Linpack itself is a collection of subroutines that solve linear equations. In the scientific community, it has long been discarded in favor of the Linear Algebra Package, or LaPack.Grading the tests
The focus on Linpak illustrates one of the problems of evaluating technology: Widely accepted performance measures'by which products or systems are rated'may not really apply to what you need. At the PC level, CPU clock speed has been the most common gauge of performance, but other factors'such as CPU architecture'could actually be more important. At the supercomputer level, benchmarks have been the common denominator, but some experts doubt their viability.
'We really don't care about Linpack that much,' said Walt Brooks, chief of NASA's Advanced Supercomputing Division. 'We'll measure it because everyone wants us to measure it, but we're much more interested in reliability, usability, productivity and what really happens with the system.' Columbia, for instance, will do such large jobs as hurricane forecasting, supernova simulation and next-generation aircraft designs.
Others in government echo his sentiment.
'[Linpack] is something you do, but it really does not tell you much,' said David Morton, technical director for the Maui High Performance Computing Center in Hawaii. The center recently powered up a 256-processor Linux cluster to use in simulating global combat operations, so it tested it with Linpack, achieving 600-GFLOPS rating without much tuning.
Muddying the problem somewhat is Linpack's use as the major metric for the Top 500. Twice a year a coalition of computer scientists compiles a list of the world's 500 fastest computers. The list relies on the organizations themselves to benchmark their systems using Linpack and submit the results. Critics have derided the list as responsible for creating an unnecessary global arms race of supercomputers, particularly between the United States and Japan. (Indeed, at press time, the Energy Department has just asserted that one of its own supercomputers is now the world's fastest. BlueGene/L has been upgraded to run at 70.72 TFLOPS.)
'The Top 500 activity has become a marketing yardstick by which you go out and beat your chest,' said Jeff Greenwald, SGI's senior director of server product management and marketing, adding that SGI has numerous systems on the list.
For system designers, benchmarks can provide a way to judge how many resources will be needed. But choosing the correct benchmarks is important, if they want to do more than place high on a performance list.
'Benchmarks should be as realistic as possible and represent the intended environment as closely as possible,' said Arlie Barber, senior engineer for the Army Information Systems Engineering Command's Technology Integration Center, at Fort Huachuca, Ariz.

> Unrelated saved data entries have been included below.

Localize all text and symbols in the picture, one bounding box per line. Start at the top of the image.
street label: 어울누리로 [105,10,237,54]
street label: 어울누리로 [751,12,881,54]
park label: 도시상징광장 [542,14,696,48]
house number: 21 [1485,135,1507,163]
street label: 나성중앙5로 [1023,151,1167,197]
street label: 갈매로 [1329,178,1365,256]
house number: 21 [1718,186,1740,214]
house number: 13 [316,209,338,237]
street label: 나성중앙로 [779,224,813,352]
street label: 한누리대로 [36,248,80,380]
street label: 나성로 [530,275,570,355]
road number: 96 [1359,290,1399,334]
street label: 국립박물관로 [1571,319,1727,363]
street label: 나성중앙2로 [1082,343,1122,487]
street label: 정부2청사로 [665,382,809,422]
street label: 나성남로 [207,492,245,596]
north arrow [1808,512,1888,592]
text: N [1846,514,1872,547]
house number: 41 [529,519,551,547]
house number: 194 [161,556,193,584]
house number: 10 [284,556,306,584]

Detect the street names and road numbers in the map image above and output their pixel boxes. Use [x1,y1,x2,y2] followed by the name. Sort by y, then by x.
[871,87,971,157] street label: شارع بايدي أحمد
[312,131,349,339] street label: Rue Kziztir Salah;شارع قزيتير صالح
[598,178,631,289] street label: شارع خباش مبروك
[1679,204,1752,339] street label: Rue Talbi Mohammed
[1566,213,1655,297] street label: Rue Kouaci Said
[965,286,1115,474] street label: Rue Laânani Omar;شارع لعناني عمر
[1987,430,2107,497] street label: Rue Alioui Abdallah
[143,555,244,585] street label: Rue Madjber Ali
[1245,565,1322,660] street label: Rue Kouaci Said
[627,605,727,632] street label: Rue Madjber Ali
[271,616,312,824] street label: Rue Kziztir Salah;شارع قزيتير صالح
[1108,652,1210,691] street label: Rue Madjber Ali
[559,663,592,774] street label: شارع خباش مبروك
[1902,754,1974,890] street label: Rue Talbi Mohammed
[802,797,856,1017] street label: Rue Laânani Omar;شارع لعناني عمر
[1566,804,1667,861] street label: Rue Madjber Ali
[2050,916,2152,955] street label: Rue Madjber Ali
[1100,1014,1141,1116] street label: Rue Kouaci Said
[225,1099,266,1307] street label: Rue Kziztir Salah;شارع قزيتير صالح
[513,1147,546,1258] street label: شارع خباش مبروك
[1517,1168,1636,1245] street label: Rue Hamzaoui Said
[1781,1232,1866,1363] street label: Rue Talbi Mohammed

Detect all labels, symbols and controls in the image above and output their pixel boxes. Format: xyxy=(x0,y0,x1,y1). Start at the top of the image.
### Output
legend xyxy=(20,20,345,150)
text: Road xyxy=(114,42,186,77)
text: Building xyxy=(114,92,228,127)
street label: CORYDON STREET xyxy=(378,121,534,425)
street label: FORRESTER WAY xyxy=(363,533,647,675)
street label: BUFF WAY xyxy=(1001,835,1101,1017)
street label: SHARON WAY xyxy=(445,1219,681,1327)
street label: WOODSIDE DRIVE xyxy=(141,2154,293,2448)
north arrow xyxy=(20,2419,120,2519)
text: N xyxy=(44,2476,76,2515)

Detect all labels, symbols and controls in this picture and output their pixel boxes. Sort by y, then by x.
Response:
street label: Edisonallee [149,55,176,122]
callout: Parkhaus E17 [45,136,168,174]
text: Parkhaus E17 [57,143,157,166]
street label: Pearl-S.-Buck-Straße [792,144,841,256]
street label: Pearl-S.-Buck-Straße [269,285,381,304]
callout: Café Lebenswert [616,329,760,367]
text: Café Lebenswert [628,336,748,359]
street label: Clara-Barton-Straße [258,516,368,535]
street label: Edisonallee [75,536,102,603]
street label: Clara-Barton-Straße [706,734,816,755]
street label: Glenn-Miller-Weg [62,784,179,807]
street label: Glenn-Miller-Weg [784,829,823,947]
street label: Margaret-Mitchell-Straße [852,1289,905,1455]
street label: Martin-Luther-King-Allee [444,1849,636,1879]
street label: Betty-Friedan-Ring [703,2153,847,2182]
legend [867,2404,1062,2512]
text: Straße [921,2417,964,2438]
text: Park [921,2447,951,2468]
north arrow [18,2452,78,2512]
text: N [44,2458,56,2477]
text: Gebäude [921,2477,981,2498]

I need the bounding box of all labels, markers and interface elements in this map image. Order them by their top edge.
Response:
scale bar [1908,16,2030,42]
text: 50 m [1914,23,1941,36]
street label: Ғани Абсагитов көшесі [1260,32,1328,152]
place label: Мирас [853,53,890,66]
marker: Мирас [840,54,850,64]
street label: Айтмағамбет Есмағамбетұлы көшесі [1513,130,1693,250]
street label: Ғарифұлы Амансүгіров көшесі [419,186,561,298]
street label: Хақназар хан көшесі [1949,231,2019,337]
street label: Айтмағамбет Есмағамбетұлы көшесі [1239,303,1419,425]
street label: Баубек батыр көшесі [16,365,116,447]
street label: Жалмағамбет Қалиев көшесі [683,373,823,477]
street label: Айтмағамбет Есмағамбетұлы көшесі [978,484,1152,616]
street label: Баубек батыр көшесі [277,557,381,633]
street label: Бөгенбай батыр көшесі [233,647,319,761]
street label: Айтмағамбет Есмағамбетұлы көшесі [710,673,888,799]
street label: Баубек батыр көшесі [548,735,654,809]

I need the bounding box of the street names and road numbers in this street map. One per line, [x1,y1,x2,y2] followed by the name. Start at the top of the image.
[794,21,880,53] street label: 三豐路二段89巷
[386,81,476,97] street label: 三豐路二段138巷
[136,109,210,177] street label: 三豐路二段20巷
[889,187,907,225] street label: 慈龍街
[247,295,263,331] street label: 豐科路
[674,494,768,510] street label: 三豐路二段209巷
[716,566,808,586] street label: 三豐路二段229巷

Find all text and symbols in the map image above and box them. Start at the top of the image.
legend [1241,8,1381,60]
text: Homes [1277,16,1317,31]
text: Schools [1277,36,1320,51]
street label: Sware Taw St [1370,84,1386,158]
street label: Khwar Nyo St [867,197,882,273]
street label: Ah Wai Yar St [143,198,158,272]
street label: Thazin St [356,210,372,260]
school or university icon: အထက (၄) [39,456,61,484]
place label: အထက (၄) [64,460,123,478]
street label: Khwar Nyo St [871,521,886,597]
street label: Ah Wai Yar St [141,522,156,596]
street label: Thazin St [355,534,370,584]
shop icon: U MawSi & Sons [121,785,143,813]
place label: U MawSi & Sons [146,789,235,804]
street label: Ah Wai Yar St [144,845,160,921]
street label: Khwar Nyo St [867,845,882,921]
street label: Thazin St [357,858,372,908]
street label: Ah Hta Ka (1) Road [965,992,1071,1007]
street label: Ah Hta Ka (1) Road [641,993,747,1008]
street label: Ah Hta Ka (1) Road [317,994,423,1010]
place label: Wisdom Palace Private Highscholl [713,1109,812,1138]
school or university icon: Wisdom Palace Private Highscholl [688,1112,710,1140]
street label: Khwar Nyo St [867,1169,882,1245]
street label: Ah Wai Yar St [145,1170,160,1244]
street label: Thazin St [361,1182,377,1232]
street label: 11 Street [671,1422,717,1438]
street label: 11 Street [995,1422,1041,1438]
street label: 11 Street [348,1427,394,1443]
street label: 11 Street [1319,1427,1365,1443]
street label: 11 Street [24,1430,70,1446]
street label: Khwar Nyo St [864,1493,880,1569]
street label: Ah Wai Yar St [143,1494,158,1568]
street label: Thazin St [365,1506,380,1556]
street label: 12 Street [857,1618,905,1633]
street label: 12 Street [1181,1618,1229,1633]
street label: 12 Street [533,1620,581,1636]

Linpack in too many cases fails that test, though. As a benchmark, it can give an overall impression of a system's performance, but it can also be misleading, according to Christopher Jehn, vice president of government programs for Cray Inc. of Seattle.
'Linpack has consistency across different platforms, but it does not address how well your particular machine may do one task,' Jehn said.
Another example of a benchmark that has come under scrutiny is processor clock speed. For the past few years, the number of instruction cycles a microprocessor executes in a second has been considered a gauge of a computer's speed. A processor that executes 1 billion cycles per second, or 1 GHz, was generally considered to be faster than one that executed only 200 million, or 200 MHz.
When Advanced Micro Devices Inc. of Sunnyvale, Calif., introduced its Athlon series of chips and started to make inroads into the desktop computer microprocessor market, it called into question the validity of using clock speed as a metric. It claimed its processors could execute programs as quickly as processors of quicker clock speeds made by Intel Corp., thanks to a different processor architecture.
It is a plausible claim.
'Though clock speed does play a role in the performance of a processor it can be deceiving as to the overall performance of a system,' Barber said. 'The size of the instruction set as well as the ability to feed information to the processor are also important.'
One way to measure performance is to mimic real-world workloads, experts said.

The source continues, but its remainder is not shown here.